Is there a Linux/Unix tool that can be used to convert the hex dump array of a C file (i.e. the output of xxd -i
) to the corresponding source code?
The output of xxd -i xyz.c
for a source file xyz.c
looks like:
unsigned char xyz_c[] = {
0x23, 0x69, 0x6e, 0x63, 0x6c, 0x75, 0x64, 0x65, 0x20, 0x3c, 0x73, 0x74,
0x64, 0x69, 0x6f, 0x2e, 0x68, 0x3e, 0x0a, 0x23, 0x69, 0x6e, 0x63, 0x6c,
0x75, 0x64, 0x65, 0x20, 0x3c, 0x73, 0x74, 0x64, 0x6c, 0x69, 0x62, 0x2e,
0x68, 0x3e, 0x0a, 0x23, 0x69, 0x6e, 0x63, 0x6c, 0x75, 0x64, 0x65, 0x20,
0x3c, 0x73, 0x74, 0x72, 0x69, 0x6e, 0x67, 0x2e, 0x68, 0x3e, 0x0a, 0x0a,
…
0x65, 0x5f, 0x6c, 0x69, 0x73, 0x74, 0x28, 0x73, 0x74, 0x61, 0x72, 0x74,
0x29, 0x3b, 0x0a, 0x20, 0x20, 0x20, 0x20, 0x7d, 0x0a, 0x0a, 0x20, 0x20,
0x20, 0x20, 0x72, 0x65, 0x74, 0x75, 0x72, 0x6e, 0x20, 0x30, 0x3b, 0x0a,
0x7d, 0x0a
};
unsigned int xyz_c_len = 4442;
Assume that is stored in a file xyz.xxd
.
In many ways, the easiest way to regenerate the original code is:
#include <stdio.h>
#include "xyz.xxd"
int main(void)
{
for (unsigned int i = 0; i < xyz_c_len; i++)
putchar(xyz_c[i]);
return 0;
}
With some more care and some macros, you could make that a general-purpose outline program for the job — you'd need to supply the file name, and the two C variable names to be used.

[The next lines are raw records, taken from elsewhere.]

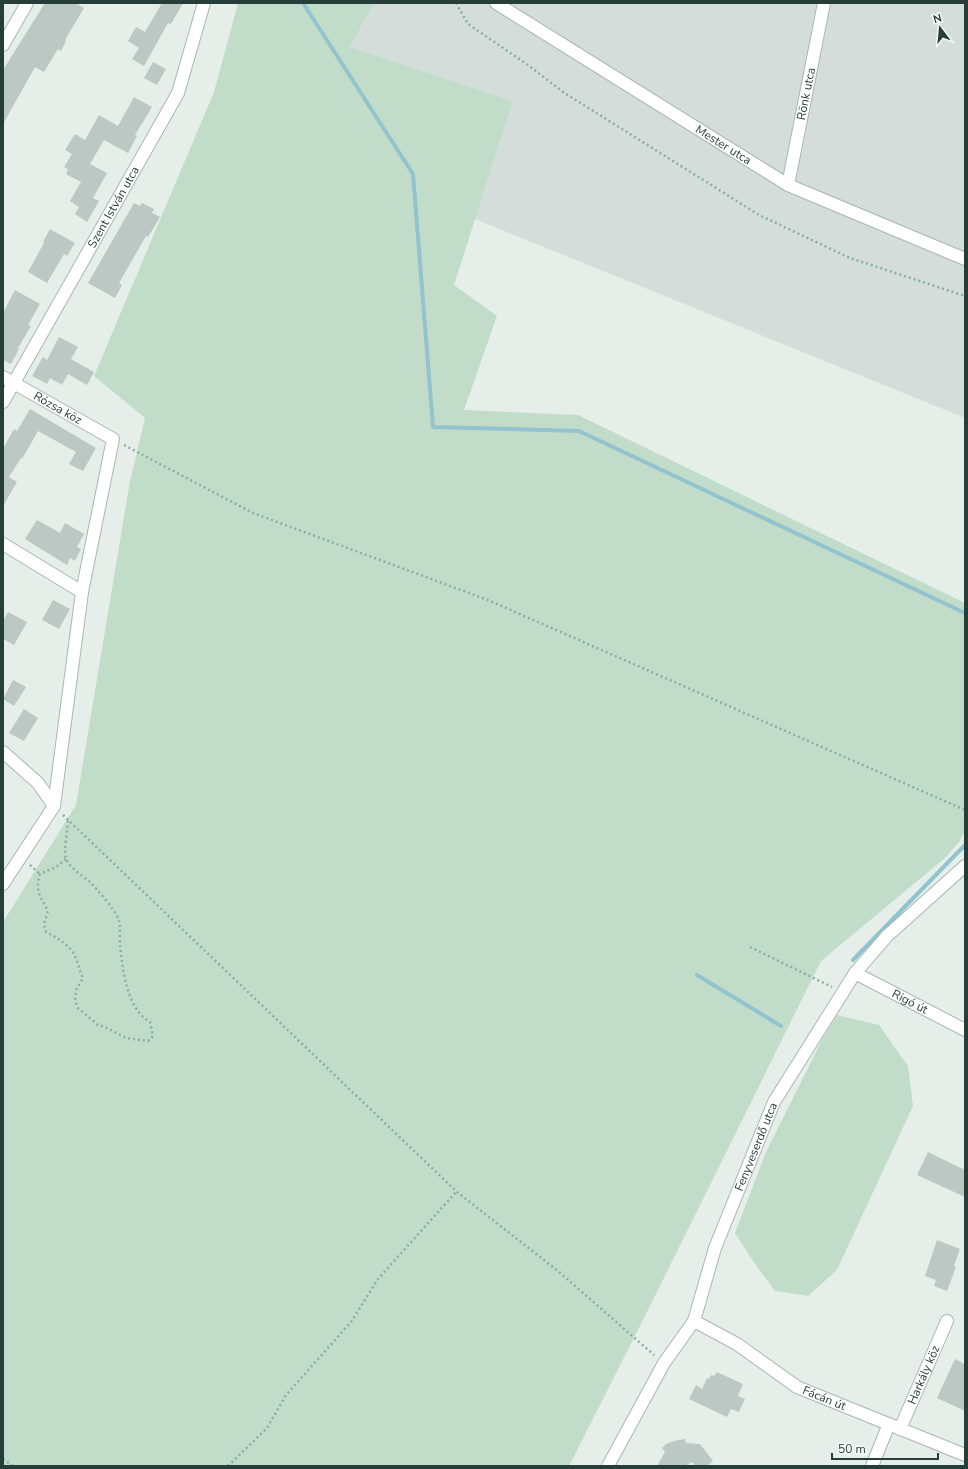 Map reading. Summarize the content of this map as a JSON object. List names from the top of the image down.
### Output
{
  "streets": {
    "street": [
      "Rönk utca",
      "Mester utca",
      "Szent István utca",
      "Rózsa köz",
      "Rigó út",
      "Fenyveserdő utca",
      "Harkály köz",
      "Fácán út"
    ]
  },
  "crossings": [
    ["Rönk utca", "Mester utca"],
    ["Szent István utca", "Rózsa köz"],
    ["Rigó út", "Fenyveserdő utca"],
    ["Fenyveserdő utca", "Fácán út"],
    ["Harkály köz", "Fácán út"]
  ],
  "scale_bar": "50 m",
  "north": "top"
}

If you can't (or don't want to) use a C compiler for the job, then writing a tool using Python or Perl is a straight-forward exercise. For example, a not necessarily minimal Perl script is:
#!/usr/bin/env perl -na
use strict;
use warnings;
# xxd -i drops the final comma - aargh (why?)!
foreach my $word (@F)
{
next unless $word =~ m/^0[Xx][[:xdigit:]]{2},?$/;
$word =~ s/,//;
printf "%c", hex($word);
}
It uses the 'auto-split' option (-a
) and 'automatic read but do not print' option (-n
), and then processes any words in the input that look like a hex character, such as 0x0a (optionally followed by a comma since xxd -i
somewhat unnecessarily omits the comma after the final byte value) and converts that to the corresponding byte. It being Perl, TMTOWTDI — There's More Than One Way To Do It.